··· DATA

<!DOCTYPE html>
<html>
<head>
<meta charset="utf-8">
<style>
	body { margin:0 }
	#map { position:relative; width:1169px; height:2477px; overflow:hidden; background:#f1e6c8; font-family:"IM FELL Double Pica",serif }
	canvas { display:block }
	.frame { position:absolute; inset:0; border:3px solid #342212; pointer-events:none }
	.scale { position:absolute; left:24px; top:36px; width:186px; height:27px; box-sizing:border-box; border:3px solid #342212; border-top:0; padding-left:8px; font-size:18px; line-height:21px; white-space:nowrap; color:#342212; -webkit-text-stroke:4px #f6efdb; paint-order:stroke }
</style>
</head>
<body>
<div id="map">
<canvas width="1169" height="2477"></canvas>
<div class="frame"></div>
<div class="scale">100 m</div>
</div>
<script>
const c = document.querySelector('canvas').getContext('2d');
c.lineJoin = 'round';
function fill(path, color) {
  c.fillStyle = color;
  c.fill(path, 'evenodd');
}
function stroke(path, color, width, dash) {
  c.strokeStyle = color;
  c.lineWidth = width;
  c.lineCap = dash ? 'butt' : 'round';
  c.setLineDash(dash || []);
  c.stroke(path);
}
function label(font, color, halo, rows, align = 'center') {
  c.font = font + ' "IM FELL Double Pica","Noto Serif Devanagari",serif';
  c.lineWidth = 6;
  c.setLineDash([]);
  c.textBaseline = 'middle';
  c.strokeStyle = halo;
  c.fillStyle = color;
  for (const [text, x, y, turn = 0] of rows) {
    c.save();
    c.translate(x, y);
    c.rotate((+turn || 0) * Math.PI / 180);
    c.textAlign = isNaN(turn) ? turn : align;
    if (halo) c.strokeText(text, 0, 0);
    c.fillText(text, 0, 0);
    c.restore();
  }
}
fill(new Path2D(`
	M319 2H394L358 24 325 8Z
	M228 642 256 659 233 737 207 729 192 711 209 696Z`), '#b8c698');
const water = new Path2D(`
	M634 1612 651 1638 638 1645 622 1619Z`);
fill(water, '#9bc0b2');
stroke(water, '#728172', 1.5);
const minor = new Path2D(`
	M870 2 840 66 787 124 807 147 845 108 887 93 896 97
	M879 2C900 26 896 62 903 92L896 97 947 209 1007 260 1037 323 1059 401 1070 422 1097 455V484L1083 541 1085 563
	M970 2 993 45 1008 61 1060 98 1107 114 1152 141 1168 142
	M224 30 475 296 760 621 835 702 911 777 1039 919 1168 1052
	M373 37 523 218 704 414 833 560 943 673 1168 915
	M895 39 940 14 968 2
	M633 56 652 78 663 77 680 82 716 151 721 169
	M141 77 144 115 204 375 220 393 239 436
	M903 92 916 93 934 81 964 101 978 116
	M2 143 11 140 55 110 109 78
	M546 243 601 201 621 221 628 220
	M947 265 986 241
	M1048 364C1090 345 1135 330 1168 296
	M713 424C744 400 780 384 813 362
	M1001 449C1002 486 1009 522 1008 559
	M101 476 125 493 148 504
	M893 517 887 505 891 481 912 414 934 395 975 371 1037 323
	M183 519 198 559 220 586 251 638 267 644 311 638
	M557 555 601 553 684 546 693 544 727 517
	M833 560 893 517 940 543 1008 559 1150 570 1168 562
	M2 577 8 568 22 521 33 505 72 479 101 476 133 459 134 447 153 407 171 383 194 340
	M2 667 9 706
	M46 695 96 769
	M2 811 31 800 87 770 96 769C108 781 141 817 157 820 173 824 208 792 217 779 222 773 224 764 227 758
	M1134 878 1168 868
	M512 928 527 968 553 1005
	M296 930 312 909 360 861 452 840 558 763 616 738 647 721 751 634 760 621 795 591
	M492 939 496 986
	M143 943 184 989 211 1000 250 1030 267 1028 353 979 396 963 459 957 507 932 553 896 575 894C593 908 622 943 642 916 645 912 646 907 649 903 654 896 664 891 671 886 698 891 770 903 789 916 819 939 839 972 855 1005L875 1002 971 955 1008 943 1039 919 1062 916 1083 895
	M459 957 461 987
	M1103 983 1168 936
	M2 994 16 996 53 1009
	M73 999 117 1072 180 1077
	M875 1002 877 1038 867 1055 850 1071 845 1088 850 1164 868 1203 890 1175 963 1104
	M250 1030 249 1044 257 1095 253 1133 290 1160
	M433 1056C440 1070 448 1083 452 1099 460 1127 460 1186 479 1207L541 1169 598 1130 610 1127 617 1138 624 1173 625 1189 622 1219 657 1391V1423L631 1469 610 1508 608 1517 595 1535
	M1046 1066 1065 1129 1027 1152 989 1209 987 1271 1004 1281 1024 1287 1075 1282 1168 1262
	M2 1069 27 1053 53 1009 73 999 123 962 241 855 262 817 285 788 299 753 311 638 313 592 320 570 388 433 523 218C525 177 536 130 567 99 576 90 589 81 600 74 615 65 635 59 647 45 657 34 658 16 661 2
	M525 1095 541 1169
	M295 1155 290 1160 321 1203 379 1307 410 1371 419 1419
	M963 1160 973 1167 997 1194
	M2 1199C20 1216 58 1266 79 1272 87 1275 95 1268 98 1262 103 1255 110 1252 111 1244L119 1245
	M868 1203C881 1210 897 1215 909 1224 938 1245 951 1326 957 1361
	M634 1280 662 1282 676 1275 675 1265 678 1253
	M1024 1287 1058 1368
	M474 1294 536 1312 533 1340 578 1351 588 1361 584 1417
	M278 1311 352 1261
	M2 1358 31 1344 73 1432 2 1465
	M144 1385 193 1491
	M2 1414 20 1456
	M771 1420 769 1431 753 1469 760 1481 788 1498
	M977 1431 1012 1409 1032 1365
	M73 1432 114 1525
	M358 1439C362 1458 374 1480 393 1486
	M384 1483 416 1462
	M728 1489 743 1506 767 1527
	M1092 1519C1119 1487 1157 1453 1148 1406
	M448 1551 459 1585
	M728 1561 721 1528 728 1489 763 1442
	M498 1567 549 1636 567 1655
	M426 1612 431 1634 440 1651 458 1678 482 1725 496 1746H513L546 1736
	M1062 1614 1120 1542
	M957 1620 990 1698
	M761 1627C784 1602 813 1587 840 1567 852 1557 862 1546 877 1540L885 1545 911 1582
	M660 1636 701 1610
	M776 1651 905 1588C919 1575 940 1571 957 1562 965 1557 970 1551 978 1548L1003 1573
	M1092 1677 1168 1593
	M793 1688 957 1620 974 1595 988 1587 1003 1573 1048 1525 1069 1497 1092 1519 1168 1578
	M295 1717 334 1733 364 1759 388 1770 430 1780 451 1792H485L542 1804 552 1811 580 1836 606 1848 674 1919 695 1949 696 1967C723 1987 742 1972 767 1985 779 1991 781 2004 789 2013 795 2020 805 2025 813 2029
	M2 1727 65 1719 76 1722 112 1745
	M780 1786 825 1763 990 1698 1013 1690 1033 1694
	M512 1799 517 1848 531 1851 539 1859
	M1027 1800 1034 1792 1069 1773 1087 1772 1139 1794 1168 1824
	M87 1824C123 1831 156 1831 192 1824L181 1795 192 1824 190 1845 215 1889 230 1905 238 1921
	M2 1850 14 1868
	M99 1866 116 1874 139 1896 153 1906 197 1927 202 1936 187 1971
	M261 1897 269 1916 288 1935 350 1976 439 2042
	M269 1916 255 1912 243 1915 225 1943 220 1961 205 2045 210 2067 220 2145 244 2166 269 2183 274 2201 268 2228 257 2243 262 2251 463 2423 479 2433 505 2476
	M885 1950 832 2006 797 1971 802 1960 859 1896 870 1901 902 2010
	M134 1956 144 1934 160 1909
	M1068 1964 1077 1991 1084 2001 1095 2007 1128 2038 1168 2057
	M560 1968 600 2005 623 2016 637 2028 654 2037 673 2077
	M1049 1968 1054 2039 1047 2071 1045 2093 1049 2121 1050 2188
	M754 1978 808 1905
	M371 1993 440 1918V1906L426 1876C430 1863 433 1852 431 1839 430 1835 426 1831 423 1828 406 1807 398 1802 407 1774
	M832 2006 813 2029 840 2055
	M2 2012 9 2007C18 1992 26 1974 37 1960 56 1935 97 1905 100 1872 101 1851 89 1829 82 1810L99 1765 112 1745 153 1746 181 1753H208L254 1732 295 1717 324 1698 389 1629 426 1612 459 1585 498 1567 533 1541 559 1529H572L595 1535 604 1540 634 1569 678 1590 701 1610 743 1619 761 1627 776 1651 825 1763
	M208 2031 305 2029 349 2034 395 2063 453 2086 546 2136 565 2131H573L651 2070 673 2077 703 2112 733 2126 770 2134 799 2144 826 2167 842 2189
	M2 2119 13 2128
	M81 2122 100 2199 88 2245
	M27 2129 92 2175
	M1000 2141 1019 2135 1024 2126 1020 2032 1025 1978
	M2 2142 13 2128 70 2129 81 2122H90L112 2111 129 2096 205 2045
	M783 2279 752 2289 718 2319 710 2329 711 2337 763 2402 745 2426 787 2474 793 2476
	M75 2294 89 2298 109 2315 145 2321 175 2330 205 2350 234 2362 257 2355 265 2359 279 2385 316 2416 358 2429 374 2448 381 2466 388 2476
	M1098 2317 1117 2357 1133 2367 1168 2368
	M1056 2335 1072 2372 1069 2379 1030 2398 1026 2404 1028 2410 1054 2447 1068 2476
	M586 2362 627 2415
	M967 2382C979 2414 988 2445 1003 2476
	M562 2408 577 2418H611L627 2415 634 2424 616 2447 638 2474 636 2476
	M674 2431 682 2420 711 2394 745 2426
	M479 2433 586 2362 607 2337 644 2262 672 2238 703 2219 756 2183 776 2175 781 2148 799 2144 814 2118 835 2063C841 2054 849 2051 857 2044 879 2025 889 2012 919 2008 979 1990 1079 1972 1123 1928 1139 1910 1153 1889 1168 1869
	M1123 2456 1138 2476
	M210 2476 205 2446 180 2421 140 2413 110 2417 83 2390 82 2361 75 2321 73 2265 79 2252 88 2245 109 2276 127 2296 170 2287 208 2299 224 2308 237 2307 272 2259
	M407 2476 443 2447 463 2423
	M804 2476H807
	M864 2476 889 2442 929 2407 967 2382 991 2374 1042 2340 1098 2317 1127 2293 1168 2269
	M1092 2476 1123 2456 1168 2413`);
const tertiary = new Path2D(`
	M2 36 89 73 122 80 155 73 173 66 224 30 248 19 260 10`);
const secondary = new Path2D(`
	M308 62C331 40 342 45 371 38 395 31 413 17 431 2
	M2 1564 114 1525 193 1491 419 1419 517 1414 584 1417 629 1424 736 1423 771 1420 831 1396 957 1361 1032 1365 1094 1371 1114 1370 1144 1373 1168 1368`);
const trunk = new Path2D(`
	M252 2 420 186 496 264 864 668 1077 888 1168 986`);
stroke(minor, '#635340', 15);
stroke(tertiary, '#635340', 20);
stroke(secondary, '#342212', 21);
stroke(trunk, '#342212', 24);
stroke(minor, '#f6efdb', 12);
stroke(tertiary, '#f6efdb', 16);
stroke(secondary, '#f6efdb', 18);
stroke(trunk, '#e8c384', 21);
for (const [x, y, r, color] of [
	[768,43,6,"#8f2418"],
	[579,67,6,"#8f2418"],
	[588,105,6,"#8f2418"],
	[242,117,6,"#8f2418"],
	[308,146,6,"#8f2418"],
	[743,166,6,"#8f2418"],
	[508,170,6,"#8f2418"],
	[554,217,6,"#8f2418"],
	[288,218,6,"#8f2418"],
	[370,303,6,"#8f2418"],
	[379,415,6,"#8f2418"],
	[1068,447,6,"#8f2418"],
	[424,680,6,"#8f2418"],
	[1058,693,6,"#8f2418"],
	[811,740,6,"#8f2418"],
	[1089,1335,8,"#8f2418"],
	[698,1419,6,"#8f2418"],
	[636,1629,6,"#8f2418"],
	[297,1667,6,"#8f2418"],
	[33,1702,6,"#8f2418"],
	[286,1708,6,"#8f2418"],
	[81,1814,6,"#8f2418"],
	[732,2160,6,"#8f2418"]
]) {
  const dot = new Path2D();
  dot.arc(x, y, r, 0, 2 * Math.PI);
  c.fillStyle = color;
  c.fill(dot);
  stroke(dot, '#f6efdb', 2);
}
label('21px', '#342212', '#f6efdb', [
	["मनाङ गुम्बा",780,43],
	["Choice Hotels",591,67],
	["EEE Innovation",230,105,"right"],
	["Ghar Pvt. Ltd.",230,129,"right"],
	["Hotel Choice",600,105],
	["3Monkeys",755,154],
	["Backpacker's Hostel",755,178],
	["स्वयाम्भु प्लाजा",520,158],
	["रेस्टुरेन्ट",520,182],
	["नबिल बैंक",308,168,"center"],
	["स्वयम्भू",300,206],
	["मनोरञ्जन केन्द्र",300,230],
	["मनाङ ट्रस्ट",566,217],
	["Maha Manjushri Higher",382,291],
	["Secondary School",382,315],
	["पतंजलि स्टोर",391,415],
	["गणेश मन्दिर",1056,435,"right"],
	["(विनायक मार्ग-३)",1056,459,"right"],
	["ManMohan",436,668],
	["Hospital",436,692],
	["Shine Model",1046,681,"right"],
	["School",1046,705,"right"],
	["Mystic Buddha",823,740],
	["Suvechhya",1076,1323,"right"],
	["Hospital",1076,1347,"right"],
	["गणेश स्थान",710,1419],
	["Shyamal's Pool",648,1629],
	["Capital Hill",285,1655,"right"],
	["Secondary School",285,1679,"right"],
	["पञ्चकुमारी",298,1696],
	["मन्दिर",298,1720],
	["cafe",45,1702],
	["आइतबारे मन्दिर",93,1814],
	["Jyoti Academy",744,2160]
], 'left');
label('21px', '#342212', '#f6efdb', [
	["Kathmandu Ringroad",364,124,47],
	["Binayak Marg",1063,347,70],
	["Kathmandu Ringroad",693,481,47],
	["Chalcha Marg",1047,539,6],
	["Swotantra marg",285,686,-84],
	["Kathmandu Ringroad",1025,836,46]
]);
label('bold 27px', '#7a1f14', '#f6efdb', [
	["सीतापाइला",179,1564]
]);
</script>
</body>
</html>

······

**INSTRUCTIONS FOR THE TASK**
In the data above, find the line that contains "c.translate(x, y);", then reproduce exactly every line from the first line through that line.

**ANSWER SPACE**
<!DOCTYPE html>
<html>
<head>
<meta charset="utf-8">
<style>
	body { margin:0 }
	#map { position:relative; width:1169px; height:2477px; overflow:hidden; background:#f1e6c8; font-family:"IM FELL Double Pica",serif }
	canvas { display:block }
	.frame { position:absolute; inset:0; border:3px solid #342212; pointer-events:none }
	.scale { position:absolute; left:24px; top:36px; width:186px; height:27px; box-sizing:border-box; border:3px solid #342212; border-top:0; padding-left:8px; font-size:18px; line-height:21px; white-space:nowrap; color:#342212; -webkit-text-stroke:4px #f6efdb; paint-order:stroke }
</style>
</head>
<body>
<div id="map">
<canvas width="1169" height="2477"></canvas>
<div class="frame"></div>
<div class="scale">100 m</div>
</div>
<script>
const c = document.querySelector('canvas').getContext('2d');
c.lineJoin = 'round';
function fill(path, color) {
  c.fillStyle = color;
  c.fill(path, 'evenodd');
}
function stroke(path, color, width, dash) {
  c.strokeStyle = color;
  c.lineWidth = width;
  c.lineCap = dash ? 'butt' : 'round';
  c.setLineDash(dash || []);
  c.stroke(path);
}
function label(font, color, halo, rows, align = 'center') {
  c.font = font + ' "IM FELL Double Pica","Noto Serif Devanagari",serif';
  c.lineWidth = 6;
  c.setLineDash([]);
  c.textBaseline = 'middle';
  c.strokeStyle = halo;
  c.fillStyle = color;
  for (const [text, x, y, turn = 0] of rows) {
    c.save();
    c.translate(x, y);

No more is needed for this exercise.